In a page A1 scoop on June 3, the WSJ broke the news that the investment bank, which has been battling persistent rumors of its pending demise, is considering raising $3 billion to $4 billion in new capital to shore up its balance sheet. The story not only sent Lehman Brothers shares down nearly 10%, but was quickly followed by a slew of media outlets -- Reuters, Portfolio.com, BusinessWeek.com, to name just a few.

The WSJ itself further advanced the ball the next day with two more pieces, reporting that Lehman might look overseas for fresh capital and speculating on possible buyers.

Against this backdrop, we were eager to see how the WSJ's archrival, The New York Times, would come back on the Lehman story on June 4 after suffering a clear defeat the day before. Well, come back it did -- with a story the Journal had covered back on, let's see, May 23.

That's right. The Times on June 4 devoted a large swath of its business section front page to the "battle" between short-seller David Einhorn and Lehman CFO Erin Callan -- a story that had already run nearly two weeks earlier, not only in the WSJ, but on Portfolio.com and on Thomson Reuters ' HedgeWorld. (Portfolio.com had the best headline of the bunch: "An Einhorn in Her Side." ) The pieces all followed a speech by Einhorn to an investor conference on May 21 in which he took Callan to task for how Lehman values certain assets.

The media, of course, loves a good fight, especially when it's between two relatively young and photogenic financial types who happen to be of the opposite sex.
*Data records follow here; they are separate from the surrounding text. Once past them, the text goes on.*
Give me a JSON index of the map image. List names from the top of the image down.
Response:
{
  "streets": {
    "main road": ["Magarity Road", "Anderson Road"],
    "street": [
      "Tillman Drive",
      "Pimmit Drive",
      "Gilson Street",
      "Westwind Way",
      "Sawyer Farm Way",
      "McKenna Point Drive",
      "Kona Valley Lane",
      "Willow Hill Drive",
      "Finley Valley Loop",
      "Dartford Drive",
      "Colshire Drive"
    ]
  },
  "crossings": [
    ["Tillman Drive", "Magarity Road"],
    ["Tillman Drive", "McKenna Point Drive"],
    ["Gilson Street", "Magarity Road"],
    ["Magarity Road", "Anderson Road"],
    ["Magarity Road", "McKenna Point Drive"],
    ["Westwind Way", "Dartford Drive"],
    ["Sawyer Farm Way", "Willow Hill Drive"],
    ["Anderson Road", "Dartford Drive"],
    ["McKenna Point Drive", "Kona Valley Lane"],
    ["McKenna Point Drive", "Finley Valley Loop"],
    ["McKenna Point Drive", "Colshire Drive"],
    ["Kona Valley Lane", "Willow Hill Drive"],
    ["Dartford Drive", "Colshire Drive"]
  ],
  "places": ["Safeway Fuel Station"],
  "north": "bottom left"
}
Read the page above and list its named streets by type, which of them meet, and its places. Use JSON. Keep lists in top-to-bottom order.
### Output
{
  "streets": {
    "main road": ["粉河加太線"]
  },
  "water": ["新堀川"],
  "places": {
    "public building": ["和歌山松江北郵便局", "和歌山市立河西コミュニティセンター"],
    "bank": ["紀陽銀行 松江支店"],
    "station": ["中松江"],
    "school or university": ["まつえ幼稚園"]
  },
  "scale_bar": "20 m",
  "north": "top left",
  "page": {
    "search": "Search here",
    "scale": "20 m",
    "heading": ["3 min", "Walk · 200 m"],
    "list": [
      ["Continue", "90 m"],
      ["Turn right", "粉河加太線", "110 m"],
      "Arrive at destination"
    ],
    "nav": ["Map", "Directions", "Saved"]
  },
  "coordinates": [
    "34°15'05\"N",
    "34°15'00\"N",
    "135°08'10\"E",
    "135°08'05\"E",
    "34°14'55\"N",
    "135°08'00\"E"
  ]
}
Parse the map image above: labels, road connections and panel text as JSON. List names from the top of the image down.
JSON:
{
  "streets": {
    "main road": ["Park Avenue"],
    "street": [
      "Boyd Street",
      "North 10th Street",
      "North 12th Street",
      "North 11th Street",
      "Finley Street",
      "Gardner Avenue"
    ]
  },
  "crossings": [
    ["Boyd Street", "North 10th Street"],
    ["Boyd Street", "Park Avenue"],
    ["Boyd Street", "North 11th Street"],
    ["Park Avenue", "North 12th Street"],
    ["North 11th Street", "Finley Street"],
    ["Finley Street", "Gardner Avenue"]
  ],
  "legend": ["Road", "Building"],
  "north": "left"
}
Seizing on that, the Times ran a particularly ridiculous piece of art with its story, depicting Einhorn and Callan as contenders for the heavyweight title or some similarly ridiculous prize.

Such silliness could have been forgiven if the story had new information in it, which it didn't -- a fact made all the more glaring by the WSJ's big scoop a day earlier. The only thing we learn in the piece is that its author, Louise Story, scored an interview with Einhorn a few days earlier, which is hardly a coup, since, as the story notes, he's busily promoting his new book, "Fooling Some of the People all of the Time" (Amazon sales rank: 160).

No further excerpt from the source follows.